+++ Supplied entries

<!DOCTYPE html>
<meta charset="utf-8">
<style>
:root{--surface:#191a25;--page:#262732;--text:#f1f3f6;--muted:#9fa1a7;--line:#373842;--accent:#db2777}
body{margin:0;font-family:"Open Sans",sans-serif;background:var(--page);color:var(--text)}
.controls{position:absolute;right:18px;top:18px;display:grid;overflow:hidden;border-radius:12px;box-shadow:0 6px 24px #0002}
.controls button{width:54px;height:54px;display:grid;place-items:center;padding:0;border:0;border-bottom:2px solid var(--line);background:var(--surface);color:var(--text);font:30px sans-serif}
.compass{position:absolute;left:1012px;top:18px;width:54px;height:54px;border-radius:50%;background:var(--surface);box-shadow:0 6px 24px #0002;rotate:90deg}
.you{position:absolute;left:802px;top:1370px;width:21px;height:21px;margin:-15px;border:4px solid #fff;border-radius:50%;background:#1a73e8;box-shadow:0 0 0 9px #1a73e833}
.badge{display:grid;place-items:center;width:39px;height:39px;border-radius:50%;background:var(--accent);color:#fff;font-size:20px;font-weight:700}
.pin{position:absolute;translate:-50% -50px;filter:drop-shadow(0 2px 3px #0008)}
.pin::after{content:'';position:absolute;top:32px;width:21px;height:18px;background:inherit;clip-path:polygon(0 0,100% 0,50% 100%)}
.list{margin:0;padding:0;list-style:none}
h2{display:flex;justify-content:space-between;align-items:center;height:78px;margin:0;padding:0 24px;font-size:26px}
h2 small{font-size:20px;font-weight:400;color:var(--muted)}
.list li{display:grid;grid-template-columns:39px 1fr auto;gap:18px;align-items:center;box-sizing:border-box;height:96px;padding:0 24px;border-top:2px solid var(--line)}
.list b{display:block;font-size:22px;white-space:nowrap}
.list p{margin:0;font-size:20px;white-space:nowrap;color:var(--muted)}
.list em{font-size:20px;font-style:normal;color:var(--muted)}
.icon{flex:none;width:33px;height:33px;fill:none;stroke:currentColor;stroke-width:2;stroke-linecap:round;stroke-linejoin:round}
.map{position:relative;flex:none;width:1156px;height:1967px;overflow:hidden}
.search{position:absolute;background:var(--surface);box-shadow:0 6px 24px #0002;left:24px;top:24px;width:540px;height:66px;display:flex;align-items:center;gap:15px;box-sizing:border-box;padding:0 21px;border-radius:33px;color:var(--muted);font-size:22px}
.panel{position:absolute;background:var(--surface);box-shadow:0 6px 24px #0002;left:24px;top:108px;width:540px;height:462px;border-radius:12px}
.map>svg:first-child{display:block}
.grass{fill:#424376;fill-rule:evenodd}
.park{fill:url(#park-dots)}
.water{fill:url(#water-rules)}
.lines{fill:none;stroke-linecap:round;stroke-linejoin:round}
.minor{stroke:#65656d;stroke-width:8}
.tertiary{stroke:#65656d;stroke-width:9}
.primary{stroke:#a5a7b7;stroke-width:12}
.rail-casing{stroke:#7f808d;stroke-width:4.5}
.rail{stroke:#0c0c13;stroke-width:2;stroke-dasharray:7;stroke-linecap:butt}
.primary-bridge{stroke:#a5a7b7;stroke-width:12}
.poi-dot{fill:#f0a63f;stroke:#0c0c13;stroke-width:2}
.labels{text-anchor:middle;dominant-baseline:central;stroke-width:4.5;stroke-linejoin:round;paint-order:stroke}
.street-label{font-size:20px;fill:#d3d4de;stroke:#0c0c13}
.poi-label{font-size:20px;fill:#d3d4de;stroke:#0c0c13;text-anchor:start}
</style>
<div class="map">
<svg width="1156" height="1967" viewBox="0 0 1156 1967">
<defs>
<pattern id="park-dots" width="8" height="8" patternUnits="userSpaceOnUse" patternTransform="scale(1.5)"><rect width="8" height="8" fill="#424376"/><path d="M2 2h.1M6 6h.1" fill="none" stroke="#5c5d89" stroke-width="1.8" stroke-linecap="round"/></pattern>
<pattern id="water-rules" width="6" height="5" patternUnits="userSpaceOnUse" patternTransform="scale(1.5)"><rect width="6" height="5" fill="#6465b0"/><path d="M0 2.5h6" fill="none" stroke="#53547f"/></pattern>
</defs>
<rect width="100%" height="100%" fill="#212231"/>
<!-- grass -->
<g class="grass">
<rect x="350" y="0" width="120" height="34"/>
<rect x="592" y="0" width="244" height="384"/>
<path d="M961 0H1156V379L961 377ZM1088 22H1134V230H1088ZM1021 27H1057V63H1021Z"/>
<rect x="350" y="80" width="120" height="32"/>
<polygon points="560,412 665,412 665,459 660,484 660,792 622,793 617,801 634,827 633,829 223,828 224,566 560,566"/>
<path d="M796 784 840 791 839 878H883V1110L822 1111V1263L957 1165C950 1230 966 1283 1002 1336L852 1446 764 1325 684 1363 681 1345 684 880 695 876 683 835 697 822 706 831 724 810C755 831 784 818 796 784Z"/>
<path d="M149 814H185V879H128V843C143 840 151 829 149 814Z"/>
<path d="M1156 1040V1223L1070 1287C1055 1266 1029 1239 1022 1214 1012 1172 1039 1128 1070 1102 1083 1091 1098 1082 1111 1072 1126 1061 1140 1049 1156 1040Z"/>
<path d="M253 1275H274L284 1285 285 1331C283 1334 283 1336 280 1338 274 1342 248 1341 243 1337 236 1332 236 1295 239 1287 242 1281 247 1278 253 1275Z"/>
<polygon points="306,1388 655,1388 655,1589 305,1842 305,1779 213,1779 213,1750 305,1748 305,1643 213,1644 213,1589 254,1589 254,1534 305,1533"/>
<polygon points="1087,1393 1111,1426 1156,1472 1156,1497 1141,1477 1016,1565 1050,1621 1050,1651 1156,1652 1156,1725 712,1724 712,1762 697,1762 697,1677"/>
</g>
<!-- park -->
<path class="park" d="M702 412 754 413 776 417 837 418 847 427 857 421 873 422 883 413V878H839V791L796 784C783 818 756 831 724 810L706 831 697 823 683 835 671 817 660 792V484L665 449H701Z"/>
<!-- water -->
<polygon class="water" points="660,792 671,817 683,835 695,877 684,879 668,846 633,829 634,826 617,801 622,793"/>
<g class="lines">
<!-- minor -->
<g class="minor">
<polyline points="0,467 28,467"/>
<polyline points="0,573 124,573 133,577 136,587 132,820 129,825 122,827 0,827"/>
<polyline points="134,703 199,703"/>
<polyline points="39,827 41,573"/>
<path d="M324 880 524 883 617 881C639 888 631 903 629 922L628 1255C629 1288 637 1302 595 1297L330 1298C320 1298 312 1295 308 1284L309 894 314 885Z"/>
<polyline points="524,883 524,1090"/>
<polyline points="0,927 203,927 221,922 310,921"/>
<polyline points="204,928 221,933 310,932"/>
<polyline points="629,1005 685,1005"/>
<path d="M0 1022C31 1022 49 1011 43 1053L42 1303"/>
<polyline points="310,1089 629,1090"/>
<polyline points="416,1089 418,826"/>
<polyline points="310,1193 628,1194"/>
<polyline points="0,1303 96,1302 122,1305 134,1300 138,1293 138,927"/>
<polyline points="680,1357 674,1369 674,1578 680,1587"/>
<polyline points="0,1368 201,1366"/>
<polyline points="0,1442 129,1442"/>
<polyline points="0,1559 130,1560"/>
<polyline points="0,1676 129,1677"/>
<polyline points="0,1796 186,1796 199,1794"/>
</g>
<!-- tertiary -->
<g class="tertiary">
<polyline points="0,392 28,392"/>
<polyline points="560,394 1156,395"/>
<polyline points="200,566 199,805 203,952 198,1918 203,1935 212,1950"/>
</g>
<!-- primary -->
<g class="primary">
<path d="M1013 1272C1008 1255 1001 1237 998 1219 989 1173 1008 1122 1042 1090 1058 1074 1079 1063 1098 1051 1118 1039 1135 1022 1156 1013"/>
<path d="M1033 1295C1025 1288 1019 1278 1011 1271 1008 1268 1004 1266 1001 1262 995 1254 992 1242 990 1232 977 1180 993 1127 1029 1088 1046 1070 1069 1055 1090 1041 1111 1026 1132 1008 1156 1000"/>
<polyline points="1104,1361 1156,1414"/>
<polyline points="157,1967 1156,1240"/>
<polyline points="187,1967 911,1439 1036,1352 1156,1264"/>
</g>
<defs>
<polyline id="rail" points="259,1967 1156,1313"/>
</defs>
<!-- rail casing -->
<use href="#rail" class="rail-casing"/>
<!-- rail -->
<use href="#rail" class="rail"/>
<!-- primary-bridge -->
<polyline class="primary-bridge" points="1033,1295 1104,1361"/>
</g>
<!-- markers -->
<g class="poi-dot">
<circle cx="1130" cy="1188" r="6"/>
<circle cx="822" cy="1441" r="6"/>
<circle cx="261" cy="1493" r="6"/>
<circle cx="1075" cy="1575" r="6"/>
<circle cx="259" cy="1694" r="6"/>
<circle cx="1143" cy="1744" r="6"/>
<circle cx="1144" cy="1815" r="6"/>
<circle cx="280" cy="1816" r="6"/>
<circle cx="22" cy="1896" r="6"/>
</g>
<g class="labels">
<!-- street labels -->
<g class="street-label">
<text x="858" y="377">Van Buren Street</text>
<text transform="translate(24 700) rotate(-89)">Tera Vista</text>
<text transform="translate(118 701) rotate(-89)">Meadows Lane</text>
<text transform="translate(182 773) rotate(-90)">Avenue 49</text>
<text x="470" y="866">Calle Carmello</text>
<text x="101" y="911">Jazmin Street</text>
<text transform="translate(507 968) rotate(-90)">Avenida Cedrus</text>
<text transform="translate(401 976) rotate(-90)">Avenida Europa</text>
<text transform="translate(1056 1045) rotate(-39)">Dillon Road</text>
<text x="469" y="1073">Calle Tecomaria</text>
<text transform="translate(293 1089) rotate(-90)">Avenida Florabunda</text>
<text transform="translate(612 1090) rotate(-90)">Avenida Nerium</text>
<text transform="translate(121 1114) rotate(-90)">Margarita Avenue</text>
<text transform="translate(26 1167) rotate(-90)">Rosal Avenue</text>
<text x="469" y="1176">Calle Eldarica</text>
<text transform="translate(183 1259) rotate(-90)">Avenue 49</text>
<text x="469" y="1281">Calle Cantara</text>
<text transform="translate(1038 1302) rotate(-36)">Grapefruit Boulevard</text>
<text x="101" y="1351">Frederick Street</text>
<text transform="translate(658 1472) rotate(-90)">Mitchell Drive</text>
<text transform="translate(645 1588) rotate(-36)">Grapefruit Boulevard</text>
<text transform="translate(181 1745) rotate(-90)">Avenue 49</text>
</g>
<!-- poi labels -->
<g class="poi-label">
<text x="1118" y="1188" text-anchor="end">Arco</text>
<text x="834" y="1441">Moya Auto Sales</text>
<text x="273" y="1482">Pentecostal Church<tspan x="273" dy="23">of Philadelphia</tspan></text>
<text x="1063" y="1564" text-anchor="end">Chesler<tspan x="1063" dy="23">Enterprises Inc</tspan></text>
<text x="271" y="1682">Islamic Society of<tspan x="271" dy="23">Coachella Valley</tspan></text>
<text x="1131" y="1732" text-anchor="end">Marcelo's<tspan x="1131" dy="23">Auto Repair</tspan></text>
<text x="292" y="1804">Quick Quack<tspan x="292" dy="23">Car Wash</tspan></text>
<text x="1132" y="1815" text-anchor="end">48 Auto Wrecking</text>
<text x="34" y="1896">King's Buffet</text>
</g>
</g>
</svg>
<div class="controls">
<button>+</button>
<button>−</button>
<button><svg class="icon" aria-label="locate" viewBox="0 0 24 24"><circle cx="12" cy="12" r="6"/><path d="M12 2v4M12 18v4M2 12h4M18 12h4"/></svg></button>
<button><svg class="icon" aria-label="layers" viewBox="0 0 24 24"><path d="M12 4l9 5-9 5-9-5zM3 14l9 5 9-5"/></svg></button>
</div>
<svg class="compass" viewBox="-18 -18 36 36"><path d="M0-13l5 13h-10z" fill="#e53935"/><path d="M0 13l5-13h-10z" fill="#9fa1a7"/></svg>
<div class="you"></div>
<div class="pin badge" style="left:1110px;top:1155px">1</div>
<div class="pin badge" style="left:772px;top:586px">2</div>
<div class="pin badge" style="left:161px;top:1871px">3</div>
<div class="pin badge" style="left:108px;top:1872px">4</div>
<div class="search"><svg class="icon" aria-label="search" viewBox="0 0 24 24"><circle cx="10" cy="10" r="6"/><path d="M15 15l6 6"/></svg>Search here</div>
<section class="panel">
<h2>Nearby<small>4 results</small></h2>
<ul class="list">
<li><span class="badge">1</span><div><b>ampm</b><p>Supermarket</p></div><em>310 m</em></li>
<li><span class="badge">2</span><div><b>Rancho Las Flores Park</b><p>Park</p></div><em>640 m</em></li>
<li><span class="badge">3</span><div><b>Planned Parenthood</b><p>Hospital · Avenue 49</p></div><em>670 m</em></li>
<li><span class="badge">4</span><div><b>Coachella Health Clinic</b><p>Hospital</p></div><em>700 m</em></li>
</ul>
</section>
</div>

++++++

* **Problem statement**:
Copy out, from the data above, every line holding the word "nowrap".

* **Reply to the task**:
.list b{display:block;font-size:22px;white-space:nowrap}
.list p{margin:0;font-size:20px;white-space:nowrap;color:var(--muted)}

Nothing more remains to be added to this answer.